Não perguntei diretamente seus motivos, ela mesmo os descreveu no decorrer do assunto: três homens e uma mulher, que pouco a visita, pois “cada tem sua vida, né filha, faz parte…” mas ela pouco se importa com isso, pois seu maior orgulho é tê-los, simplesmente, tê-los. Nada além. Existe amor mais bonito que esse?. Amor que existe pelo simples fato de carinho, de ter, de saber que está bem. Sinceramente acho que este amor é falho hoje em dia. Quando, ilusoriamente, achei que já tinha absorvido toda aquela boa energia, ela se vira com os olhos sorridentes, e me agradece pelas unhas esmaltadas à um tom “clássico” e já amarra um outro assunto de como ali fez-se sua casa: “Dani, tenho meu quarto, minhas coisas, minha vidinha e melhor que isso, sempre me dei bem com todo mundo, acho que é porque eu evito ver a vida com problemas”, neste momento eu estava concentrada em seu sorriso que descreveu suas palavras e só conseguia pensar “Daniely, as pessoas ainda valem a pena”.
Ao findar das quinze horas, a correria se alastra com o aviso da “Hora do café”, foi beijos jogados ao vento, mãos apertadas, boa palavras e energias desejadas. A senhora da mão macia e do riso largo, que tem seu nome variando entre Mariele e Marineide, terminou nossa conexão da seguinte forma: “vocês fazem a rotina mudar, não é encheção de saco, pelo contrário, se você me diz que aprendeu comigo hoje com meus 78 anos, eu lhe digo que aprendemos sempre com vocês, seja com 21 ou 78 anos, o aprendizado é constante”, apertei sua mão, agradeci por aquilo e ainda me pego agradecendo.
Na despedida, ainda encontro o nosso castelhano, “Seu José”, que me avisou que sentiu saudade de nós, que da próxima vez estará ali na salinha com a gente, pediu até desculpas porque estava dormindo, e me disse tchau dizendo “olha, as obras aqui estão devagar, acredita?” e saltou ao ar mais um riso largo. E assim, ao fechar os portões da “Casa das Flores” eu respirei fundo e agradeci pelo dia, pela música e principalmente, pelos diversos risos vistos nos olhos e nos lábios dos meus amigos e dos nossos vovôs.
Um dia embebido de riso largo e da função que mais amo fazer, a de escutar.

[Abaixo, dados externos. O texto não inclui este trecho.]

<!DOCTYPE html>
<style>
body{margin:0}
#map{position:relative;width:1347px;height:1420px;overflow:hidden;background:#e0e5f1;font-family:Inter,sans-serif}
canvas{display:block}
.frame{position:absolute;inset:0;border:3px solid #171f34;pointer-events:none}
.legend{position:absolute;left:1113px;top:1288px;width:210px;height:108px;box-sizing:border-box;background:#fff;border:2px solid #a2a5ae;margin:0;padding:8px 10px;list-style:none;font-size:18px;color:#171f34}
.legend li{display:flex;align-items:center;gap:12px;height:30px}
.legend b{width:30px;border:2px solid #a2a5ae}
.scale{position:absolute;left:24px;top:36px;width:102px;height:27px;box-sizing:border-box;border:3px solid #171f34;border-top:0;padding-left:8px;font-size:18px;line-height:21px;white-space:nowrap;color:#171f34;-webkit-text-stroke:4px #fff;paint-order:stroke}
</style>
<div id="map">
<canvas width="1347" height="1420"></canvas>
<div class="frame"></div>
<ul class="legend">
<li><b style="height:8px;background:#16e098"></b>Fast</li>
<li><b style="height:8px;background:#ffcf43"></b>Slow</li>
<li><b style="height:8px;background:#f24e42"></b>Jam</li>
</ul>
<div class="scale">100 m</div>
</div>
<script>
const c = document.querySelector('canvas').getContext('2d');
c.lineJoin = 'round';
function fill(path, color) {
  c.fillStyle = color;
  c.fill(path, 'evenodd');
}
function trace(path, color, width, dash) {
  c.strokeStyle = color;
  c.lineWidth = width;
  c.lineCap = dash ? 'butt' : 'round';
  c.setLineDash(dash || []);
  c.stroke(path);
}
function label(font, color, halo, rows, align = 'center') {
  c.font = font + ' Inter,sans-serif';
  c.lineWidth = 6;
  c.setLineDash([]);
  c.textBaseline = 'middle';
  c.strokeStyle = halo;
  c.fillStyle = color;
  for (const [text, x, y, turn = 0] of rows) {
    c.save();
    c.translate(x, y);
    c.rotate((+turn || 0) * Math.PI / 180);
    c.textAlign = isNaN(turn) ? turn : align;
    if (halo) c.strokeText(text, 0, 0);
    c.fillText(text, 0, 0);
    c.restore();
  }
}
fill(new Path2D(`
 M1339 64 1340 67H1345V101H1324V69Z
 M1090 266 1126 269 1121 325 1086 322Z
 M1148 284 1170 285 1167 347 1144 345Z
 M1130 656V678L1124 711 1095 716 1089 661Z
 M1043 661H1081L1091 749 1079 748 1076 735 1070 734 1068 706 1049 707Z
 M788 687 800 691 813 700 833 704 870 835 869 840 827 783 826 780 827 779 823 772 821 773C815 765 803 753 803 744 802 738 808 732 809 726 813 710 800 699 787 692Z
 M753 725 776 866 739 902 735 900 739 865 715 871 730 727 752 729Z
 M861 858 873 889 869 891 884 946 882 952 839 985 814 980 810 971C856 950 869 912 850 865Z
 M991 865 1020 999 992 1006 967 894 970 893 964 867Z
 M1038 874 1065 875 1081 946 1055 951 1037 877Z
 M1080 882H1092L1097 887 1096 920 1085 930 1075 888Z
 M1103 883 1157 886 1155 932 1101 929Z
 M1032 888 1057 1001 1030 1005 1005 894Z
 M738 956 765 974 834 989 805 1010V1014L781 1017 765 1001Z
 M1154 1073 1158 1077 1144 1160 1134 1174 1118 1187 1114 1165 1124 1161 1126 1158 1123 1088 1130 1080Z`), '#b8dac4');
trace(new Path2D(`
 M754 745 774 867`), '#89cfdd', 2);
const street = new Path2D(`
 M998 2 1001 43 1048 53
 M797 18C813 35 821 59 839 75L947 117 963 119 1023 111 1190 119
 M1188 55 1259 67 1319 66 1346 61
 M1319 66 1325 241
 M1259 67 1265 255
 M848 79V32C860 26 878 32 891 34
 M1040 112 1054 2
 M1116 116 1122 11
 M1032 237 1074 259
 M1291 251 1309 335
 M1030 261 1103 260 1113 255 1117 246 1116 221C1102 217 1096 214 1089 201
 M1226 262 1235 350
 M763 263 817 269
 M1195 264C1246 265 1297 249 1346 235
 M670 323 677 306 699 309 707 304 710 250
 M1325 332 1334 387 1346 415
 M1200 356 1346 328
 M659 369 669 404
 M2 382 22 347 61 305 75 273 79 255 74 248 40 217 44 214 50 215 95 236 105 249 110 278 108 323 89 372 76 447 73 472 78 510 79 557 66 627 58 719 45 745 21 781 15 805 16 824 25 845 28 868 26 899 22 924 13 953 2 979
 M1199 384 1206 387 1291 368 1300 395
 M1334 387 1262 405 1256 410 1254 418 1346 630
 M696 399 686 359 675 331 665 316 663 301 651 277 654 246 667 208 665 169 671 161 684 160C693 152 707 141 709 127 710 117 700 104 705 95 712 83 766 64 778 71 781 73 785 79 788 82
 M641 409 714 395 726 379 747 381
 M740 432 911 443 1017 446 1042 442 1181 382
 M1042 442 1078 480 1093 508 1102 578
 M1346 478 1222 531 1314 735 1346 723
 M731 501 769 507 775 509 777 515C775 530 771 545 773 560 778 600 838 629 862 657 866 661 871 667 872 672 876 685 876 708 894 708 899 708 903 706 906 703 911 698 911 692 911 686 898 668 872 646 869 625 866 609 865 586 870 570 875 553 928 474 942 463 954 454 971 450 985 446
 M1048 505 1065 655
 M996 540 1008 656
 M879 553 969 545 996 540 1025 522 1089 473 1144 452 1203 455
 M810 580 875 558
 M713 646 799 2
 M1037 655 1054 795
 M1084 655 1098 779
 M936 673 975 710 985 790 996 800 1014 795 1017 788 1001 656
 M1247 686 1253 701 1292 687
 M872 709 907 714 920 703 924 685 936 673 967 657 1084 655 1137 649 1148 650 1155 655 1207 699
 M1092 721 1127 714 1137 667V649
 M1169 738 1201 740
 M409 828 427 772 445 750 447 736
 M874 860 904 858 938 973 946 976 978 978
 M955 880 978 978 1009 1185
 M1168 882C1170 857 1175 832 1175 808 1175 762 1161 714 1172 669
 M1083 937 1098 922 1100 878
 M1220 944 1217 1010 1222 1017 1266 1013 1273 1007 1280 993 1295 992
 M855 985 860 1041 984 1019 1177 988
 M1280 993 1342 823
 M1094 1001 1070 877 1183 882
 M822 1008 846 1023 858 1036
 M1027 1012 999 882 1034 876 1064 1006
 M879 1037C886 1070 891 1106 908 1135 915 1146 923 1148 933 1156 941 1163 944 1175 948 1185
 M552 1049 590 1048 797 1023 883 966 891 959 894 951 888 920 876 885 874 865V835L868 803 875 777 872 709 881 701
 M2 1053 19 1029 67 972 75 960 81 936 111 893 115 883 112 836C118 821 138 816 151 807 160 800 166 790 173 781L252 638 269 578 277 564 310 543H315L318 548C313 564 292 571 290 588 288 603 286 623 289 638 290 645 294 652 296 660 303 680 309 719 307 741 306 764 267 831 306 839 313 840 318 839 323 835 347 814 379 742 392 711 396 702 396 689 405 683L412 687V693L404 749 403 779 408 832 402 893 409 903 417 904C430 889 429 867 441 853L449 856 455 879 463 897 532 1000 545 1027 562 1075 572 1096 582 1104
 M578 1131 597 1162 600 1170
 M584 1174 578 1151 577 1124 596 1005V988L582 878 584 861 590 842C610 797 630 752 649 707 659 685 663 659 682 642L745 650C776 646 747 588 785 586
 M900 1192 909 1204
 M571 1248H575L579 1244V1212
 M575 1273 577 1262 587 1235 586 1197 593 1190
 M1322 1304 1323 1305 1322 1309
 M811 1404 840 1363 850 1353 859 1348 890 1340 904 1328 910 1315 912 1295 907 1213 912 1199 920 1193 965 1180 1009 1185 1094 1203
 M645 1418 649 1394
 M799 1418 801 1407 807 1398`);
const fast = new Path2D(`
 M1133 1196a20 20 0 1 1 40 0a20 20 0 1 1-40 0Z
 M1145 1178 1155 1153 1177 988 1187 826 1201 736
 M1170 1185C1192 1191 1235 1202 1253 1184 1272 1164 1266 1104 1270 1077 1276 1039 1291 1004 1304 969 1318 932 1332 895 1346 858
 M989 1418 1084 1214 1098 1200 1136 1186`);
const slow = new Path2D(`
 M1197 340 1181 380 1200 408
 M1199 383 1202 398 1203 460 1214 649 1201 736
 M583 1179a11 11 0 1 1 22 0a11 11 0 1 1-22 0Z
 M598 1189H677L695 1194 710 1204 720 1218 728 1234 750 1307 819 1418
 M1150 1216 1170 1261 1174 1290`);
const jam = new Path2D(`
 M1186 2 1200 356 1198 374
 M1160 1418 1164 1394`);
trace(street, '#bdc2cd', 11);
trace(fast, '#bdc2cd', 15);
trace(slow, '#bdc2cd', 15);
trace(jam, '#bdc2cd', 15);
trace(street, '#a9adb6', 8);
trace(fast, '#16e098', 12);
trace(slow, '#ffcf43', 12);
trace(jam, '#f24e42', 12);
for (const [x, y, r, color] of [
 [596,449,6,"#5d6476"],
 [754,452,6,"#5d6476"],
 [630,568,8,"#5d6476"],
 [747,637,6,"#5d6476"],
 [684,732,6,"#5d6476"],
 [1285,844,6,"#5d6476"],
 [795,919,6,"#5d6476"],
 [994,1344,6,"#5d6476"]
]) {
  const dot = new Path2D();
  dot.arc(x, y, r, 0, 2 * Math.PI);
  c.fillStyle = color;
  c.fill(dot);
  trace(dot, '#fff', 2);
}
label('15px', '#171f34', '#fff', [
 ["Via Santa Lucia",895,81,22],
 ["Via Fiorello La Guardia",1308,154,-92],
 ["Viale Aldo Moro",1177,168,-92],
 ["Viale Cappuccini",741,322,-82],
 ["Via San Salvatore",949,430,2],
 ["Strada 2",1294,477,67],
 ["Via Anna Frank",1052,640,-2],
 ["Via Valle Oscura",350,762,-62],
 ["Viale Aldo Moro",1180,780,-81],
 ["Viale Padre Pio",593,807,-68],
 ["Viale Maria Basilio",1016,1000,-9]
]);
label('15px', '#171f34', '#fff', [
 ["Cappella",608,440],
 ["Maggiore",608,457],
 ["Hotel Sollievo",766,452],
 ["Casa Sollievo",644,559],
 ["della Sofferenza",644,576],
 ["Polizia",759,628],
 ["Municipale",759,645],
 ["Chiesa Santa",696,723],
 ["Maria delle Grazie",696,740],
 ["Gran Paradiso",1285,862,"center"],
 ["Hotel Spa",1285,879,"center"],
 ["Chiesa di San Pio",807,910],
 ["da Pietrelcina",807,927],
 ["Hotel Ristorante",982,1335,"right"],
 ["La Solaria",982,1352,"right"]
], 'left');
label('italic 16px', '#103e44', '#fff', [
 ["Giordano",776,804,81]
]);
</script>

Que dia, meu caros, que dia.


Daniely Poiati.

[Daniely é extensionista da LES desde março de 2017 e está cursando o primeiro ano do curso de Medicina. Aos sábados, ela visita os idosos do asilo oferecendo ouvidos atentos e falas carinhosas].



Comentários

  1. Parabéns minha menina, minha sobrinha linda, o mundo precisa ser humanizado, orgulho de você Dany, ser humilde, humana e fazer o bem é uma davida de Deus, que ele te conserve assim para toda sua vida.